If I have one complaint, it is Frazer uses photo collages of real-life plants and landscapes for his backgrounds. This is a time-saving technique often employed in modern paleoart. I’m not a fan even if I understand the reasons for it: artists are paid very little for their work so need to produce as much art as quickly as possible just to make a living. That said, the animals themselves are beautifully illustrated, so the photo collages are a forgivable compromise. Project: Tepui is well worth your time.

Trivia

  • This book is not the first work of fiction to reimagine Doyle’s lost world. That distinction may belong to Dinosaur Summer by Greg Bear, which transformed the plateau into a wilderness where non-avian dinosaurs continued evolving after they went extinct everywhere else.

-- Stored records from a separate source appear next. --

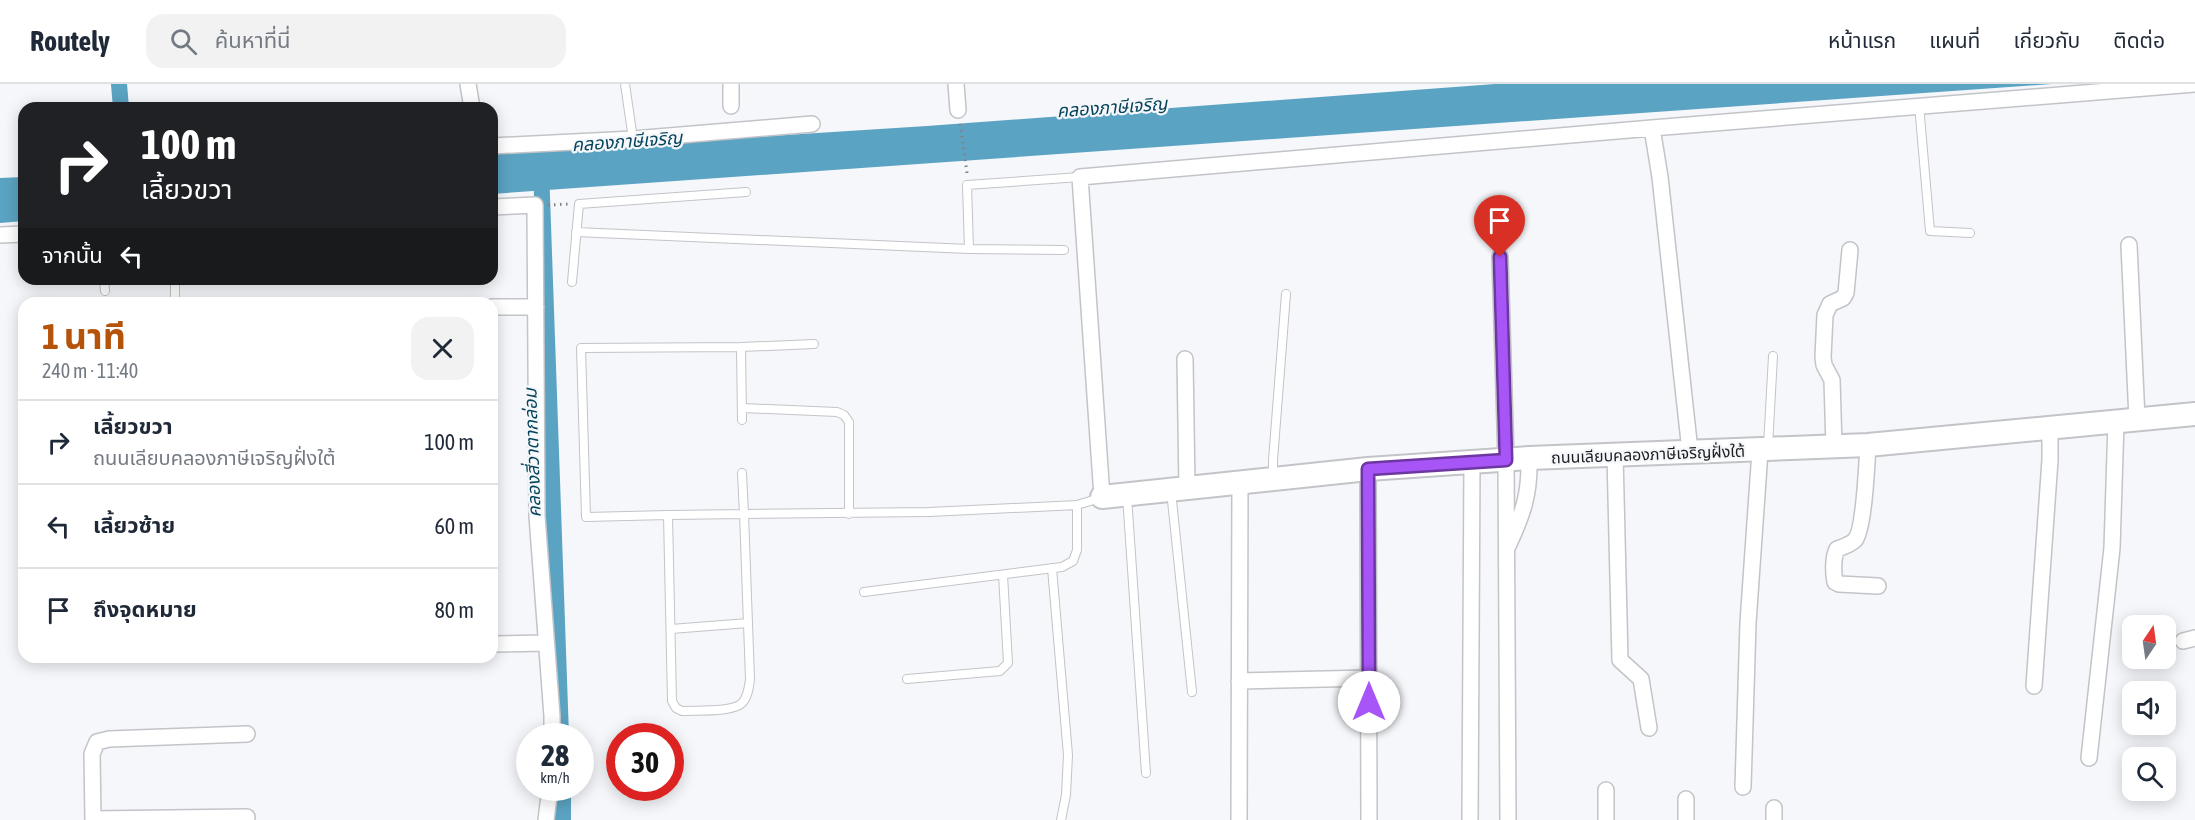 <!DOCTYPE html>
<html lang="th">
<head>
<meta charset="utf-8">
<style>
  body { margin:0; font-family:"Asap Condensed","Noto Sans Thai",sans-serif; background:#f2f2f3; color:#1f2937; height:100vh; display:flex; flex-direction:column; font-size:22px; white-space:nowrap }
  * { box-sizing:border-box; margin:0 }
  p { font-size:20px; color:#747a83 }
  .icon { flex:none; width:33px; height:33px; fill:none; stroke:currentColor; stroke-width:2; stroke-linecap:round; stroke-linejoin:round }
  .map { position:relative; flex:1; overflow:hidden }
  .sheet { position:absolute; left:18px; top:213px; width:480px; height:366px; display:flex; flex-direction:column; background:#fff; border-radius:18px; box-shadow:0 3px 15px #0003 }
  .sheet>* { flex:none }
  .top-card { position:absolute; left:18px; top:18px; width:480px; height:183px; border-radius:18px; box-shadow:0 3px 15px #0003; background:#202124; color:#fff; overflow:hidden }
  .needle { width:39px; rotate:13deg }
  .fabs { position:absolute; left:2122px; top:531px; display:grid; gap:12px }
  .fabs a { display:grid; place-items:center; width:54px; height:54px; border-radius:12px; background:#fff; box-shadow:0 3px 15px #0003; font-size:30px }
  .speed { position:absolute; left:516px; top:639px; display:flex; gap:12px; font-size:30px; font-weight:700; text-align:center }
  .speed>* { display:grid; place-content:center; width:78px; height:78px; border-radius:50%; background:#fff; box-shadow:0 3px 15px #0003; line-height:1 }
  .speed small { font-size:15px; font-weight:400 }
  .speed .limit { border:9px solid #d22; background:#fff; color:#111 }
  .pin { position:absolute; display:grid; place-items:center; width:51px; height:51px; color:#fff; margin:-62px -26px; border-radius:50% 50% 50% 0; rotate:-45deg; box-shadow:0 0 6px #0007 }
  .pin .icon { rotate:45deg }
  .me { position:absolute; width:66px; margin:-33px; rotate:0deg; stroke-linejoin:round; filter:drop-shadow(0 0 4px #0008) }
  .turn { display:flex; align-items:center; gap:21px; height:126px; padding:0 24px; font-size:27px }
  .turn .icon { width:78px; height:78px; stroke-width:2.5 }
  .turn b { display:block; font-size:42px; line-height:51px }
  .then { display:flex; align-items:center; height:57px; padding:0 24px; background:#0003; gap:12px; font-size:22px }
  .round { display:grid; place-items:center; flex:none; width:63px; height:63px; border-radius:18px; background:#f2f2f3 }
  .summary { display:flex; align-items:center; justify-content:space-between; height:102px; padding:0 24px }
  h1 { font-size:36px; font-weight:700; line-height:45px; color:#b45309 }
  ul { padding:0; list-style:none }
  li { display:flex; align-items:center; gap:18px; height:84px; padding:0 24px; border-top:2px solid #e0e1e3 }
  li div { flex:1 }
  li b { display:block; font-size:22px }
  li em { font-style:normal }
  header { display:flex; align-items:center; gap:36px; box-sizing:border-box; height:84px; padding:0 30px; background:#fff; border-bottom:2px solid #e0e1e3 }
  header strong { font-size:28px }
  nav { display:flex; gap:33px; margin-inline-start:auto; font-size:21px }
  .search { width:420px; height:54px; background:#f2f2f3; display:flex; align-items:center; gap:15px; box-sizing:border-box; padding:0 21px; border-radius:18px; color:#747a83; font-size:22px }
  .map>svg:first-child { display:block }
  .water { fill:#5ba3c2 }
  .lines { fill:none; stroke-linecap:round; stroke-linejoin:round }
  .canal { stroke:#5ba3c2; stroke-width:16 }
  .lane-casing { stroke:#c2c4c8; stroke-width:10 }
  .street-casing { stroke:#c2c4c8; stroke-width:18 }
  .secondary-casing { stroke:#c2c4c8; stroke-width:26 }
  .path { stroke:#818285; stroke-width:3; stroke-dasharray:1.5 4.5; stroke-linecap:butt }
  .lane { stroke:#fff; stroke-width:8 }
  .street { stroke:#fff; stroke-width:15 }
  .secondary { stroke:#fff; stroke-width:22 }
  .route-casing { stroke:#6d37a1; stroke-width:15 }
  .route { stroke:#a855f7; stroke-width:10 }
  .labels { text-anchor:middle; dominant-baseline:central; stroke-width:4.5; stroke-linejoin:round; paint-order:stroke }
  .street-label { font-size:16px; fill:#1d1e20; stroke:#f5f7fb }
  .water-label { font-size:18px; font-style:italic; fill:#05455c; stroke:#f5f7fb }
</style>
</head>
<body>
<header>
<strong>Routely</strong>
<div class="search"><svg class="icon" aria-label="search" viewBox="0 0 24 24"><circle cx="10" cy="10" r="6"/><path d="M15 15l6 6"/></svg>ค้นหาที่นี่</div>
<nav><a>หน้าแรก</a><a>แผนที่</a><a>เกี่ยวกับ</a><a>ติดต่อ</a></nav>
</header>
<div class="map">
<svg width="2195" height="736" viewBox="0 0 2195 736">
  <rect width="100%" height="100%" fill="#f5f7fb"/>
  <path class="water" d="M1495,0H2052L492,110V70L927,42Z
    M24,93V137L0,139V94Z"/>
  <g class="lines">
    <path class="canal" d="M119,0L121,24
      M541,84L561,652
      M563,736V704"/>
    <defs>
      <path id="lane" d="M625,0L633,55
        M1919,21L1930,147L1970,149
        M576,148L969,165L967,101L1080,93
        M969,165L1064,166
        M104,195L105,207
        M175,195V219
        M572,198L579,120L746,108
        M741,263L814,260
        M743,324L837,328L844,331L849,338V430
        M1768,362L1773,272
        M742,389L744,430L929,428L1077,421L1100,414
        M1273,394V376L1286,210
        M1171,407L1192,608
        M1127,412L1146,689
        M744,430L750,595C749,603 748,612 743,618C734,629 697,626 682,627L676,624L672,617L668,431Z
        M668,431L586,433L581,264L741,263L742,336
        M1052,484L1068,671L1066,711L1061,736
        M864,508L1062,483L1073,477L1077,466V421
        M671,545L748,539
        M907,595L1000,587L1008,579L1003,491"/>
      <path id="street" d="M468,0L472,24
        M956,0L958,26
        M731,22V0
        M1652,44L2195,0
        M492,62L633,55L812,40
        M492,123L535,121L537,432L552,632V652
        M0,151L24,150
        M2129,161L2137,335
        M1500,173L1506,376L1508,736
        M492,223H536
        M1185,275L1187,404
        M1868,361C1867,378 1864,446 1855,456C1850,461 1843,463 1837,465C1833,473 1833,488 1835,498L1839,500L1878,502
        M1834,363L1832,296L1824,281L1823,273L1825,231L1830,220L1843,214L1846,209L1850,166
        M1615,371L1620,576L1641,595L1649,644
        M1368,385L1369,736
        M1102,413L1080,93L1652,44L1660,93L1690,367
        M1508,462C1523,430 1530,410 1529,374
        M2183,557L2195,554
        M492,560L546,559
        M1239,597L1369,594
        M2034,602L2050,376V344
        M2089,674L2112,464L2116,338
        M1743,703L1748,539L1760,367
        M1606,706V736
        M1774,724V736
        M93,735L247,733
        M93,736L92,670L97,658L109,655L247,650
        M546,736L550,704
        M1239,736L1240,398
        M1470,736L1472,378
        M1686,736V715"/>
      <path id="secondary" d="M1102,413L1368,385L1529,374L1868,361L2195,330"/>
    </defs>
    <use href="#lane" class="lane-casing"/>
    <use href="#street" class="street-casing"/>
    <use href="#secondary" class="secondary-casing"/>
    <path class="path" d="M960,40L967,89
      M548,121L569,120"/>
    <use href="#lane" class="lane"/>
    <use href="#street" class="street"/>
    <use href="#secondary" class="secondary"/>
  </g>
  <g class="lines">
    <defs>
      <path id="route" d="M1369,618L1368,385L1506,376L1500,173"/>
    </defs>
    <use href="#route" class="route-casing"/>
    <use href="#route" class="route"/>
  </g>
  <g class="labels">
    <g class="street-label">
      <text transform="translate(1648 370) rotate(-2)">ถนนเลียบคลองภาษีเจริญฝั่งใต้</text>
    </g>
    <g class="water-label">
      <text transform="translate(1112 23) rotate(-4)">คลองภาษีเจริญ</text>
      <text transform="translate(627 57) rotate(-4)">คลองภาษีเจริญ</text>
      <text transform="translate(532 369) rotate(-92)">คลองสี่วาตากล่อม</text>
    </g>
  </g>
</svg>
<div class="fabs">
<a><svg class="needle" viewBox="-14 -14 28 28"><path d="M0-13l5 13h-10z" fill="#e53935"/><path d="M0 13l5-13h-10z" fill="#747a83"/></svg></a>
<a><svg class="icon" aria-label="sound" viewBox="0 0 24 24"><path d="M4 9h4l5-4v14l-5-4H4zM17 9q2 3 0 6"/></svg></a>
<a><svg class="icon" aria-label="search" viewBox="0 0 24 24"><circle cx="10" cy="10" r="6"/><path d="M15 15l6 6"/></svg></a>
</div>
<div class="speed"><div>28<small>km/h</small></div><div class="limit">30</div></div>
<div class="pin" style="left:1500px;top:173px;background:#d93025"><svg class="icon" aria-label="arrive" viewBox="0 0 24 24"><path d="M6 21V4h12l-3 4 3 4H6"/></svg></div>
<svg class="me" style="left:1369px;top:618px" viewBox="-20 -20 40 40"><circle r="19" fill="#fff"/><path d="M0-13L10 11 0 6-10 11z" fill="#a855f7"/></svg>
<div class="top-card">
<div class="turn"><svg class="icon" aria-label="right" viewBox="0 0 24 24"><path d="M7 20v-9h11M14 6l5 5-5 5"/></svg><div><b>100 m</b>เลี้ยวขวา</div></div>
<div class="then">จากนั้น<svg class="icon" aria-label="left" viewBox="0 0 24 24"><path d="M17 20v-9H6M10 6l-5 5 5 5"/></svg></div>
</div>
<section class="sheet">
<div class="summary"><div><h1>1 นาที</h1><p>240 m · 11:40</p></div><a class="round"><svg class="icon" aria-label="close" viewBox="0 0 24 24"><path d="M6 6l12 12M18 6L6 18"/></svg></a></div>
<ul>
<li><svg class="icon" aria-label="right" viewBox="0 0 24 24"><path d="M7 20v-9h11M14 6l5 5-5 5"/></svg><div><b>เลี้ยวขวา</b><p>ถนนเลียบคลองภาษีเจริญฝั่งใต้</p></div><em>100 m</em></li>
<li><svg class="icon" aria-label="left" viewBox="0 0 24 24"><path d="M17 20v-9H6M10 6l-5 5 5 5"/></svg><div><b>เลี้ยวซ้าย</b></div><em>60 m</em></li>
<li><svg class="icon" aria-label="arrive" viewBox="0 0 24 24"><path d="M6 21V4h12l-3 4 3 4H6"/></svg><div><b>ถึงจุดหมาย</b></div><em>80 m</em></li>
</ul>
</section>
</div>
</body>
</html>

  • A map that accompanied the Kickstarter edition of the book gave the size of the lost world as 11.6 kilometers (7.2 miles) at its widest point. That is too tiny to support any population of large dinosaurs but keeping in tradition with the lost world of Doyle’s novel.
  • Frazer has two other illustrated books that may be of interest to fans of paleofiction. The Dragons of Wales posits that small pterosaurs survived the end-Cretaceous extinction and evolved into new forms. Novosaurus imagines a future where new species of dinosaurs have been genetically engineered from modern birds. I have not read the books at the time of this post but plan to seek them out.